Strip the iron narrative away and what is left is, if anything, more interesting. Spinach is one of the more nutritionally serious leafy greens on the planet, for reasons most people have never been told.

  • Nitrates and nitric oxide: raw spinach carries roughly 300 milligrams of inorganic nitrate per kilogram, in the same league as beetroot. The body converts dietary nitrate into nitric oxide, which relaxes blood vessels and supports healthy circulation. This is the mechanism that gave beetroot its modern reputation; spinach has been doing the same job in the background for centuries.
  • Folate (vitamin B9): spinach is one of the densest plant sources of folate, the B-vitamin needed for DNA synthesis, red blood cell formation, and prenatal development. The Latin word for leaf is the root of the name.
  • Lutein and zeaxanthin: two carotenoid pigments that concentrate in the back of your eye and act as biological sunglasses, filtering blue light. A single cooked cup of spinach can deliver around 16 milligrams of lutein, making it one of the highest dietary sources known.
  • Vitamin K1: an unflashy nutrient that matters for bone density and the proper clotting of blood. Spinach is among the densest food sources, and a single serving can exceed a full day's intake.
  • Quercetin and other polyphenols: plant antioxidants that contribute to the overall protective profile of the leaf, though these are not unique to it.
Spinach and mushrooms sautéing together in a pan with a wooden spoon, showing the simple way the leaf delivers its lutein, folate and other nutrients into a meal

And where it really is overrated

The iron. Spinach does contain iron, around 2.7 milligrams per 100 grams of raw leaves, which on paper looks decent. But there are two complications the iron headlines never mentioned. First, the iron is non-heme, the form your body absorbs only a small fraction of even on a good day. Second, spinach is high in oxalates, organic acids that bind tightly to minerals like iron and calcium and carry them out of the gut unabsorbed.

The practical result is that the iron you actually pick up from a serving of spinach is a small fraction of the number on the nutrition label, certainly nothing close to the per-gram efficiency of a piece of red meat. There is a workaround. Pairing spinach with a vitamin C source, say a squeeze of lemon or some bell pepper, meaningfully boosts the absorption of the iron that does make it through. Cooking helps too, by breaking some of the oxalate down. But even with these tricks, spinach is a modest iron source, not a heroic one. Popeye really would have been better off with a steak.

The cartoon got there by accident

The reason spinach belongs in a serious daily nutrition formula is not the iron. It is the package: a leaf that delivers a meaningful dose of dietary nitrate, an unusually high concentration of lutein for your eyes, vitamin K1 for your bones, and a folate density nutrition science has quietly taken seriously since the 1940s. None of these were on Segar's mind when he drew the sailor punching through a tin can.

This is the version of spinach we leaned into when choosing a baseline of leafy greens for the formula. You can see exactly where it sits alongside the other five greens in the blend on our ingredients page. The marketing slogan we were never going to use is "the vegetable Popeye should have been eating for the right reasons all along."
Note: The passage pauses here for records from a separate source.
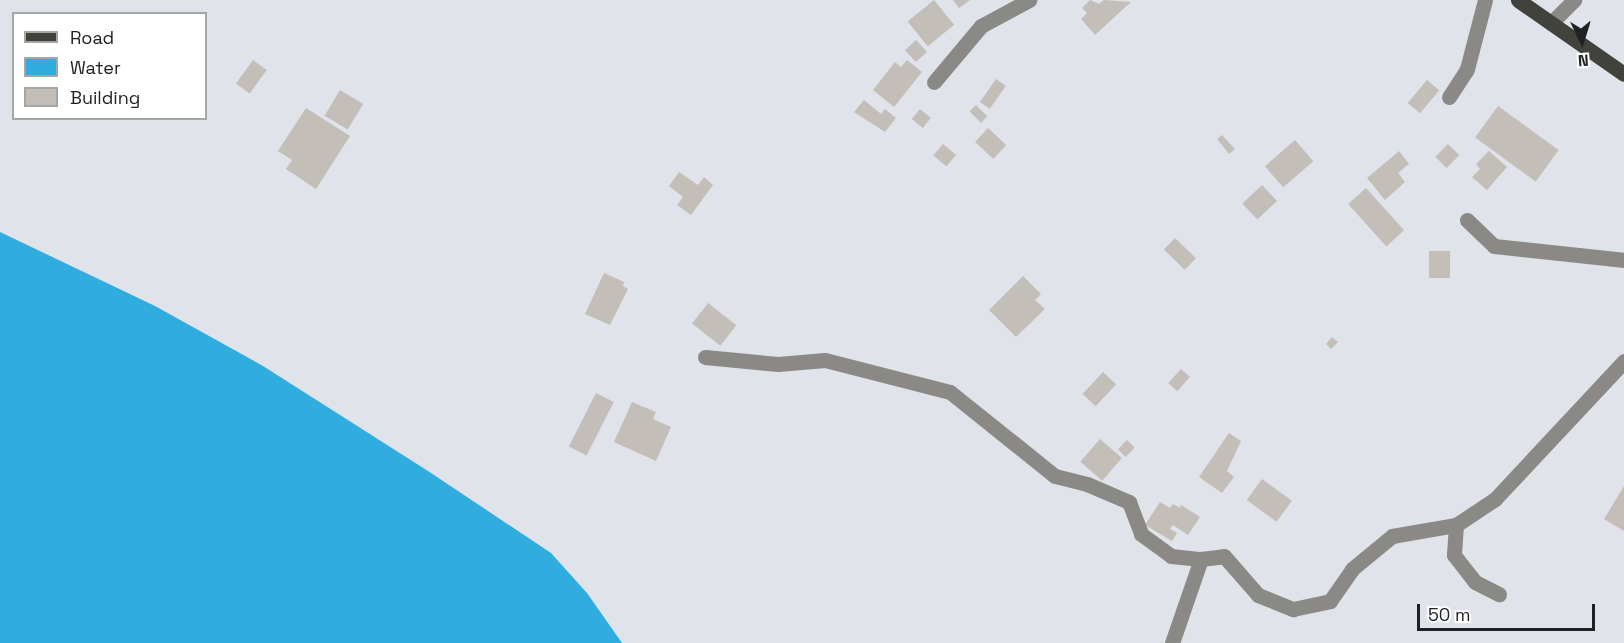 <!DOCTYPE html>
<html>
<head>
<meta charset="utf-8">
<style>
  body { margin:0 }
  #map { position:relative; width:1624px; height:643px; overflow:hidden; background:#e0e3ea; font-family:"Space Grotesk",sans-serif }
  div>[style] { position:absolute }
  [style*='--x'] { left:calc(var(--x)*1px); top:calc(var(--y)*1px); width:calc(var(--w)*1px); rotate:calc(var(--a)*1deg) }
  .water>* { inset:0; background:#31acde }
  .building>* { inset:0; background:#c3beb8; transform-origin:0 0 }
  .minor>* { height:15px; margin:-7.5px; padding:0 7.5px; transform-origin:7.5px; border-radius:7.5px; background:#8a8986 }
  .primary>* { height:15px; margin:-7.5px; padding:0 7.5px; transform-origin:7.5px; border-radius:7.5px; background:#42423c }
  span { translate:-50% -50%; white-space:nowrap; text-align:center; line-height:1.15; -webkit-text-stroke:4.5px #fff; paint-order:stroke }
  .legend { position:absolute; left:12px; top:12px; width:195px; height:108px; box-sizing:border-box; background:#fff; border:2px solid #a6a6a7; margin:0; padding:8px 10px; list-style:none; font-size:18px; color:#202123 }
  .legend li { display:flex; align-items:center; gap:12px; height:30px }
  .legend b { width:30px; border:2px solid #a6a6a7 }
  .north { position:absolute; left:1552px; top:12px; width:60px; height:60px; -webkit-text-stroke:4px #fff; paint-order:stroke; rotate:176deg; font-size:16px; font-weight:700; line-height:24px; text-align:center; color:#202123 }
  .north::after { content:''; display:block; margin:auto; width:21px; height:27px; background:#202123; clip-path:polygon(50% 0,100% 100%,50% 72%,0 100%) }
  .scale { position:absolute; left:1417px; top:604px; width:178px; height:27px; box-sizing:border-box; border:3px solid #202123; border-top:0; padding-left:8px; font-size:18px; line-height:21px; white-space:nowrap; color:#202123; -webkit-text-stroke:4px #fff; paint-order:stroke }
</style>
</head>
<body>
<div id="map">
  <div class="water">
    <div style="clip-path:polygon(0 232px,155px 306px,263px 366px,428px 471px,551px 553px,587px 593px,622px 643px,0 643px)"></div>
  </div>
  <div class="building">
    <div style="left:934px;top:0;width:32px;height:34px;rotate:51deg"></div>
    <div style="clip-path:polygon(953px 0,970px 0,959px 8px)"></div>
    <div style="clip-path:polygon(1090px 0,1099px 4px,1104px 0,1131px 2px,1095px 35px,1081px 19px,1087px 13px,1082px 8px)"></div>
    <div style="left:916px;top:40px;width:16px;height:15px;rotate:47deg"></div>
    <div style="left:253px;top:60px;width:17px;height:29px;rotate:36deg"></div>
    <div style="clip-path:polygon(907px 60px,922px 72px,894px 107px,873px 90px,895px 62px,901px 67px)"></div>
    <div style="left:996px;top:79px;width:12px;height:28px;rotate:35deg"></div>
    <div style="left:1427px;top:80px;width:16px;height:30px;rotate:40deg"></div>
    <div style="left:340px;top:90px;width:27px;height:30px;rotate:31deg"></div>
    <div style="clip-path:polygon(864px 100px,881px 114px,885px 109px,896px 118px,885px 132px,854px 112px)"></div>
    <div style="left:976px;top:105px;width:16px;height:9px;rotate:45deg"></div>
    <div style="left:1498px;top:106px;width:75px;height:39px;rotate:36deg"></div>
    <div style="clip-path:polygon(306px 108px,350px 136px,316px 189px,286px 169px,292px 160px,278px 151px)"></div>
    <div style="left:920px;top:109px;width:14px;height:13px;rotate:39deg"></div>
    <div style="left:988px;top:128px;width:25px;height:19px;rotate:43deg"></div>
    <div style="clip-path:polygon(1222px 135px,1235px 149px,1229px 154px,1217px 139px)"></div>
    <div style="left:1295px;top:140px;width:28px;height:40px;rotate:49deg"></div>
    <div style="left:943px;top:144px;width:17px;height:15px;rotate:40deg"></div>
    <div style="left:1448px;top:144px;width:16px;height:18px;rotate:45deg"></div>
    <div style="clip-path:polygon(1399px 151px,1409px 164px,1398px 173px,1405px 182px,1385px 200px,1367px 178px)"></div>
    <div style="clip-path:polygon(1489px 151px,1507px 167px,1487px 190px,1472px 177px,1480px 169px,1476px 164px)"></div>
    <div style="clip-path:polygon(679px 172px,698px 185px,704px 177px,713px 185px,691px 215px,677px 205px,683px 197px,669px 186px)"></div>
    <div style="left:1262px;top:185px;width:22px;height:27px;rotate:47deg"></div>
    <div style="left:1366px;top:188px;width:57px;height:24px;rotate:48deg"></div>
    <div style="left:1175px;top:238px;width:29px;height:16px;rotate:44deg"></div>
    <div style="left:1450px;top:251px;width:27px;height:21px;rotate:90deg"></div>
    <div style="clip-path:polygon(604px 273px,624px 282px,623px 286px,628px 289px,610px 325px,585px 314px)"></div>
    <div style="clip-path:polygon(1023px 276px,1041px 294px,1035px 300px,1045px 309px,1016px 337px,989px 310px)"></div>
    <div style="left:708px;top:303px;width:36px;height:26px;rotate:38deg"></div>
    <div style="clip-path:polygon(1332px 337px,1338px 342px,1331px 349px,1326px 344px)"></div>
    <div style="left:1181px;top:369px;width:12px;height:19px;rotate:42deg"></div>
    <div style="left:1103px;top:372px;width:18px;height:30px;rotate:43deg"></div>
    <div style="left:596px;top:393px;width:20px;height:60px;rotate:27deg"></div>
    <div style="clip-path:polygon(632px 402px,656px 412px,653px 419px,671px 427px,656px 461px,614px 442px)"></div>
    <div style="clip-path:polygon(1229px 433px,1241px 441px,1227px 471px,1234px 477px,1222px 493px,1199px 477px)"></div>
    <div style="left:1100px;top:439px;width:29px;height:30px;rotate:41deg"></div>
    <div style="left:1127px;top:440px;width:11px;height:13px;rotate:45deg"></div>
    <div style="left:1262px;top:479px;width:37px;height:26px;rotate:36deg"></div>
    <div style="clip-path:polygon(1624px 486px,1624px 531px,1604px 519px)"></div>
    <div style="clip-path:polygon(1160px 502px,1170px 508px,1173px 504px,1180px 508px,1181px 505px,1200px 517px,1188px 535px,1173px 525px,1170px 529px,1177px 533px,1172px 541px,1145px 525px)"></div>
  </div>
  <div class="minor">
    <div style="--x:1551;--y:23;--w:33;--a:-45"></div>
    <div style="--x:934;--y:82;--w:73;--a:-50"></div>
    <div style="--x:981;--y:26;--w:55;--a:-28.4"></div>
    <div style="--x:1449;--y:97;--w:33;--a:-57"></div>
    <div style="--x:1467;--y:69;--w:71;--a:-75.4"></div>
    <div style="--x:1467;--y:220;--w:37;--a:44"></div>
    <div style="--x:1494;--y:246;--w:131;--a:6.1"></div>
    <div style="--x:705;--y:357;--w:73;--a:5.5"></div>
    <div style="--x:778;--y:364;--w:47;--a:-4.9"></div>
    <div style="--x:825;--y:360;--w:129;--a:14.4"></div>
    <div style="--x:950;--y:392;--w:134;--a:38.7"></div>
    <div style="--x:1055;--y:476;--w:33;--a:14"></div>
    <div style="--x:1087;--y:484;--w:46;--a:23.2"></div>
    <div style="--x:1129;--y:502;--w:34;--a:69"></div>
    <div style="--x:1141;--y:534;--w:37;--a:36"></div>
    <div style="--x:1171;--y:556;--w:30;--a:6"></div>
    <div style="--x:1201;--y:559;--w:23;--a:-7"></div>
    <div style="--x:1224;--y:556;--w:52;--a:48.9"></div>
    <div style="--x:1258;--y:595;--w:38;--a:22"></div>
    <div style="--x:1293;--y:609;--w:38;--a:-12"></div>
    <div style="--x:1330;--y:601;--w:39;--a:-55"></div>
    <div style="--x:1352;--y:569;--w:52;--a:-39.5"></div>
    <div style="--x:1392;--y:536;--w:65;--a:-9.8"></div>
    <div style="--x:1456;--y:525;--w:47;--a:-33.7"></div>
    <div style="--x:1495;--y:499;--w:189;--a:-46.9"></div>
    <div style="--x:1456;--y:525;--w:30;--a:94"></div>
    <div style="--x:1454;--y:555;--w:34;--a:52"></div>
    <div style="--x:1475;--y:582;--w:27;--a:27"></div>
    <div style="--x:1172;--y:643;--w:89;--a:-71"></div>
  </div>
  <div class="primary">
    <div style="--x:1518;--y:0;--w:129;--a:34.9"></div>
  </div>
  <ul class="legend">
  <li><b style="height:8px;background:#42423c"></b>Road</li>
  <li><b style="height:16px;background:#31acde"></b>Water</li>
  <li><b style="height:16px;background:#c3beb8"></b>Building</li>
  </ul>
  <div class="north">N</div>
  <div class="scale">50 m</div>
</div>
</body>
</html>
It is a slightly humbler story than the cartoon. A leaf that is excellent at most of what it does, mediocre at the thing it is famous for, surrounded by a folklore of accidental claims and corrected corrections. The truer hero of the comic was the carotenoid in the leaf, not the iron in the tin.

This article is for informational purposes only and does not constitute medical advice. Primaldew Original is a dietary supplement — not a medicine. Consult a healthcare professional before starting any supplement. These statements have not been evaluated by the Thai FDA (อย.).